**ACTION ITEM**
Every entry must be copied word for word.

-- EXERCISE MATERIAL follows --

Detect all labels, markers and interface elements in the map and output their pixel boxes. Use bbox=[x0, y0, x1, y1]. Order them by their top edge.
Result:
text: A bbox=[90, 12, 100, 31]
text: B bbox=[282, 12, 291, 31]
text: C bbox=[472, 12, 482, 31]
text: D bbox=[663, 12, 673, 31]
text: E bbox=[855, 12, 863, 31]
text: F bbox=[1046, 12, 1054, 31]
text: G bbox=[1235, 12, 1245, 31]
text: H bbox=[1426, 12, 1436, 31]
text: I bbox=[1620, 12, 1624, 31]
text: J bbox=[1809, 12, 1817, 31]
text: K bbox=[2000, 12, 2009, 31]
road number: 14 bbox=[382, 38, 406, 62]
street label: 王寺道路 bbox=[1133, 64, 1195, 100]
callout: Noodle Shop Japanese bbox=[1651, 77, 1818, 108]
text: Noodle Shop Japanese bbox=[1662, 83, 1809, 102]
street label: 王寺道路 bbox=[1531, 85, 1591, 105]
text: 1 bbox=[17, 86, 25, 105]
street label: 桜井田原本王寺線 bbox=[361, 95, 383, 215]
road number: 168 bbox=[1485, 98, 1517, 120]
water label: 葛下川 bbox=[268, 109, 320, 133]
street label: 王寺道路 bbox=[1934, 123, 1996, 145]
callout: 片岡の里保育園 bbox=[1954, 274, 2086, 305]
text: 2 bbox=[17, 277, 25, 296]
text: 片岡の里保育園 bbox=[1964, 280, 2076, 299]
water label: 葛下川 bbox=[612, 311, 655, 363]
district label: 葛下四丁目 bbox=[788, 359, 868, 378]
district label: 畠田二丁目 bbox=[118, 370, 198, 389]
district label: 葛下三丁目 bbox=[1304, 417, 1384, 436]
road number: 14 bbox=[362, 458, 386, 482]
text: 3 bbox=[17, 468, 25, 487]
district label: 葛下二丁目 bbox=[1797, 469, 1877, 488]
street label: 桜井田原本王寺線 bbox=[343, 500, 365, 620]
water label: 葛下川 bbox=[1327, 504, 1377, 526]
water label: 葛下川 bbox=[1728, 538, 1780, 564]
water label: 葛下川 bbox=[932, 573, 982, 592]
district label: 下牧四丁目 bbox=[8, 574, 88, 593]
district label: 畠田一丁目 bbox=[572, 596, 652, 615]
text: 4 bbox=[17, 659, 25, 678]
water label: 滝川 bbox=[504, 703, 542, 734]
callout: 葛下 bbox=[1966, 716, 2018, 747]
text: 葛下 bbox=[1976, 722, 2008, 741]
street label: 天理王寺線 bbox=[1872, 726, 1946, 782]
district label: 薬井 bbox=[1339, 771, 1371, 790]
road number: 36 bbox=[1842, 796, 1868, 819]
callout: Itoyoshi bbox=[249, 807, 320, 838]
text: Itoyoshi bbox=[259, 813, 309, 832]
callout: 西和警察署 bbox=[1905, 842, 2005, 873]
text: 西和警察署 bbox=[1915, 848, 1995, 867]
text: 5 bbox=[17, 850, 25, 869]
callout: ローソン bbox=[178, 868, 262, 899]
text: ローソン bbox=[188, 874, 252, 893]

-- EXERCISE MATERIAL concluded --

**REPLY TO THE TASK**
Detect all labels, markers and interface elements in the map and output their pixel boxes. Use bbox=[x0, y0, x1, y1]. Order them by their top edge.
Result:
text: A bbox=[90, 12, 100, 31]
text: B bbox=[282, 12, 291, 31]
text: C bbox=[472, 12, 482, 31]
text: D bbox=[663, 12, 673, 31]
text: E bbox=[855, 12, 863, 31]
text: F bbox=[1046, 12, 1054, 31]
text: G bbox=[1235, 12, 1245, 31]
text: H bbox=[1426, 12, 1436, 31]
text: I bbox=[1620, 12, 1624, 31]
text: J bbox=[1809, 12, 1817, 31]
text: K bbox=[2000, 12, 2009, 31]
road number: 14 bbox=[382, 38, 406, 62]
street label: 王寺道路 bbox=[1133, 64, 1195, 100]
callout: Noodle Shop Japanese bbox=[1651, 77, 1818, 108]
text: Noodle Shop Japanese bbox=[1662, 83, 1809, 102]
street label: 王寺道路 bbox=[1531, 85, 1591, 105]
text: 1 bbox=[17, 86, 25, 105]
street label: 桜井田原本王寺線 bbox=[361, 95, 383, 215]
road number: 168 bbox=[1485, 98, 1517, 120]
water label: 葛下川 bbox=[268, 109, 320, 133]
street label: 王寺道路 bbox=[1934, 123, 1996, 145]
callout: 片岡の里保育園 bbox=[1954, 274, 2086, 305]
text: 2 bbox=[17, 277, 25, 296]
text: 片岡の里保育園 bbox=[1964, 280, 2076, 299]
water label: 葛下川 bbox=[612, 311, 655, 363]
district label: 葛下四丁目 bbox=[788, 359, 868, 378]
district label: 畠田二丁目 bbox=[118, 370, 198, 389]
district label: 葛下三丁目 bbox=[1304, 417, 1384, 436]
road number: 14 bbox=[362, 458, 386, 482]
text: 3 bbox=[17, 468, 25, 487]
district label: 葛下二丁目 bbox=[1797, 469, 1877, 488]
street label: 桜井田原本王寺線 bbox=[343, 500, 365, 620]
water label: 葛下川 bbox=[1327, 504, 1377, 526]
water label: 葛下川 bbox=[1728, 538, 1780, 564]
water label: 葛下川 bbox=[932, 573, 982, 592]
district label: 下牧四丁目 bbox=[8, 574, 88, 593]
district label: 畠田一丁目 bbox=[572, 596, 652, 615]
text: 4 bbox=[17, 659, 25, 678]
water label: 滝川 bbox=[504, 703, 542, 734]
callout: 葛下 bbox=[1966, 716, 2018, 747]
text: 葛下 bbox=[1976, 722, 2008, 741]
street label: 天理王寺線 bbox=[1872, 726, 1946, 782]
district label: 薬井 bbox=[1339, 771, 1371, 790]
road number: 36 bbox=[1842, 796, 1868, 819]
callout: Itoyoshi bbox=[249, 807, 320, 838]
text: Itoyoshi bbox=[259, 813, 309, 832]
callout: 西和警察署 bbox=[1905, 842, 2005, 873]
text: 西和警察署 bbox=[1915, 848, 1995, 867]
text: 5 bbox=[17, 850, 25, 869]
callout: ローソン bbox=[178, 868, 262, 899]
text: ローソン bbox=[188, 874, 252, 893]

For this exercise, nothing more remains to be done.